Also, contrary to the perception among many, no one is accusing any of the senators of gaining personally from Mr. Keating's largess. "This case is not about funny book contracts or condominiums rented to the government or cash in a shoe box," Mr. Taylor said. "It is about whether the committee should recommend discipline because someone thinks my client drew the line of constituent service and agency oversight of a contributor at a different place than where they would draw the line."
But didn't the senators, as reported so often, receive about $1.35 million from Mr. Keating and his family and associates for their political committees? Yes. But that description, necessitated by the brevity of news columns, can be misleading.
Most of the amount, $850,000, went to voter registration efforts controlled by Mr. Cranston. Though it is naive to suggest that such committees don't benefit him in any way (voter registration efforts generally favor Democrats), they are also not nearly the same as a Cranston re-election fund.

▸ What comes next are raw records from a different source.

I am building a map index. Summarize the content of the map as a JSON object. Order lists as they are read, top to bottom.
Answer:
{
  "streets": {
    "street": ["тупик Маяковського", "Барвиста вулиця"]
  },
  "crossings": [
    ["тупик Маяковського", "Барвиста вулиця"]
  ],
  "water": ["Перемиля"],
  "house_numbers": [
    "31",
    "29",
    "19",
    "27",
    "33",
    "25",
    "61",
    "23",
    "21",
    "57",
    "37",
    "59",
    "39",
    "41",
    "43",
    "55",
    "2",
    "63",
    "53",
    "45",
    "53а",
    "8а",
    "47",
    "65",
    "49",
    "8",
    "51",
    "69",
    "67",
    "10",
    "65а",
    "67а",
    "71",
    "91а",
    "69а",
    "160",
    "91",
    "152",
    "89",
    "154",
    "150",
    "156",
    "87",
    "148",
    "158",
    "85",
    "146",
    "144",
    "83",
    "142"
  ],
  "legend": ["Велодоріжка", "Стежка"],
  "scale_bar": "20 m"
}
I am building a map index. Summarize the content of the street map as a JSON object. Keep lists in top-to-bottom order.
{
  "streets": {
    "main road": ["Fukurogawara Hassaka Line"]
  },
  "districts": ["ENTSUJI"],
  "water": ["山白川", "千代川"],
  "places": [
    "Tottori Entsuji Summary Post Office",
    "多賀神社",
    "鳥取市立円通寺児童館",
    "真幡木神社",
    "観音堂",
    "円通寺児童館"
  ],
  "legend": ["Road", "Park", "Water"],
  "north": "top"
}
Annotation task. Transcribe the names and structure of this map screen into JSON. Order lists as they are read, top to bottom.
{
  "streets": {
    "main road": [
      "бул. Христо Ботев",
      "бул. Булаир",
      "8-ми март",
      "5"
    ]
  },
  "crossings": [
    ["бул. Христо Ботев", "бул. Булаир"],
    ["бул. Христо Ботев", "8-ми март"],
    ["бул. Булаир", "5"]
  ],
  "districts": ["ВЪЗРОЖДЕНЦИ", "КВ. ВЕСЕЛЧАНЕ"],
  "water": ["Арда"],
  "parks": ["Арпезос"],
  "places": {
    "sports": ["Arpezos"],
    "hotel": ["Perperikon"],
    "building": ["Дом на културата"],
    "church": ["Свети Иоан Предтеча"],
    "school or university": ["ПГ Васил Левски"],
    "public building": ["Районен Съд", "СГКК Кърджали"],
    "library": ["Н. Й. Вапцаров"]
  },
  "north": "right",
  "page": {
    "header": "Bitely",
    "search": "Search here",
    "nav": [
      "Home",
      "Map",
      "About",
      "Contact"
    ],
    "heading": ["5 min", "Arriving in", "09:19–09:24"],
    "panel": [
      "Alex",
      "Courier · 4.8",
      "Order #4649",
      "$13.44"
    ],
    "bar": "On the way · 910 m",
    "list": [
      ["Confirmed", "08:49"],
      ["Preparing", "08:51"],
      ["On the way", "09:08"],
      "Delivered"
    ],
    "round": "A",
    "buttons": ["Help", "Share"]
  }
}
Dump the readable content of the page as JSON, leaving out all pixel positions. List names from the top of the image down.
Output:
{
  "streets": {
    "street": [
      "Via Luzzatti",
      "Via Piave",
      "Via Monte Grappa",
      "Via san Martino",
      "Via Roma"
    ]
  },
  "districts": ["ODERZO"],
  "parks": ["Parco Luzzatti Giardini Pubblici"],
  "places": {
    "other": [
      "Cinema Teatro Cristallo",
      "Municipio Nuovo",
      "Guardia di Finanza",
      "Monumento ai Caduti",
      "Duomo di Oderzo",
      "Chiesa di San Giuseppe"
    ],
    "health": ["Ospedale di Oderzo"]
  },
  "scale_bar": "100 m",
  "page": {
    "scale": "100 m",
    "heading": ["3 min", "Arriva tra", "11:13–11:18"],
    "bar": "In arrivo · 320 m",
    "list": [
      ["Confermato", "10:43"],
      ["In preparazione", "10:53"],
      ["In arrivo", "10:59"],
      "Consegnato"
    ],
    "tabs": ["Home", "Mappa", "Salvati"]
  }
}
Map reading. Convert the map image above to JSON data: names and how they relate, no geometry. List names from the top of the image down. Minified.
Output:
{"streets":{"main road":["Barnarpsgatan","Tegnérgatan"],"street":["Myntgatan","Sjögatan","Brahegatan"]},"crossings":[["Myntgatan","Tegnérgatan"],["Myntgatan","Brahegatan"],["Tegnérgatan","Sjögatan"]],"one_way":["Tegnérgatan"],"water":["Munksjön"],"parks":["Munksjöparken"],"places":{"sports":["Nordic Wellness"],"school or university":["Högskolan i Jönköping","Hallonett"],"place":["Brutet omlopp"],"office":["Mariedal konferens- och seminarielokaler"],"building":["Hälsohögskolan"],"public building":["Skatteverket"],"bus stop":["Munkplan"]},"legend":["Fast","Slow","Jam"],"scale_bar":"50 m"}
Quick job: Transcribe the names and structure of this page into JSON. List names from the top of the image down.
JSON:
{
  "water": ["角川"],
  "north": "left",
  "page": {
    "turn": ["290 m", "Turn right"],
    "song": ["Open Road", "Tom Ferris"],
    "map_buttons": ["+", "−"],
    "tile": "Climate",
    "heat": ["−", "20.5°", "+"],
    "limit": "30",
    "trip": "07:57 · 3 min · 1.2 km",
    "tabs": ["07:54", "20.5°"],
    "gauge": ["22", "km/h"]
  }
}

An additional $346,000 of the amount went to campaign funds and political committees for Senators McCain and Glenn, who Mr. Bennett says shouldn't be investigated further. That leaves about $159,100 in Keating-related direct campaign contributions received by Senators Cranston, Riegle and DeConcini during the mid- and late-1980s. That's nothing to sneeze at, but hardly in the league with $1.3 million, and hardly much more than they got from other interest groups during the same period.
In addition, no one is suggesting that seeking to intervene with federal regulators is wrong or unethical. Mr. Bennett acknowledged the role as an important part of a congressman's work.
The issue here is how far a senator can go, and how strenuously he may intervene before his actions cross the line to impropriety.
The intervention in question mostly involves two meetings the senators held on Mr. Keating's behalf in April 1987, the first with Edwin J. Gray, then chairman of the Federal Home Loan Bank Board, and the second with five regulators from the bank board's San Francisco office. In both meetings, the senators discussed a possible loosening of restrictions to allow Mr. Keating's thrift to make more risky investments.
The meetings, the evidence shows, did nothing to persuade the regulators to back off in their enforcement of the law. So much for the argument that the Keating Five helped bring on Lincoln's failure by prolonging its shaky practices.
But Mr. Cranston and Mr. DeConcini continued to seek help for Lincoln of different sorts after the meetings, even though the regulators told the senators that they were forwarding to the Justice Department evidence of criminal activity by the thrift. Mr. Bennett's best evidence that the continued help was improper may have come from Mr. McCain and Mr. Glenn, who said they stopped helping Mr. Keating because they felt further action would have been improper.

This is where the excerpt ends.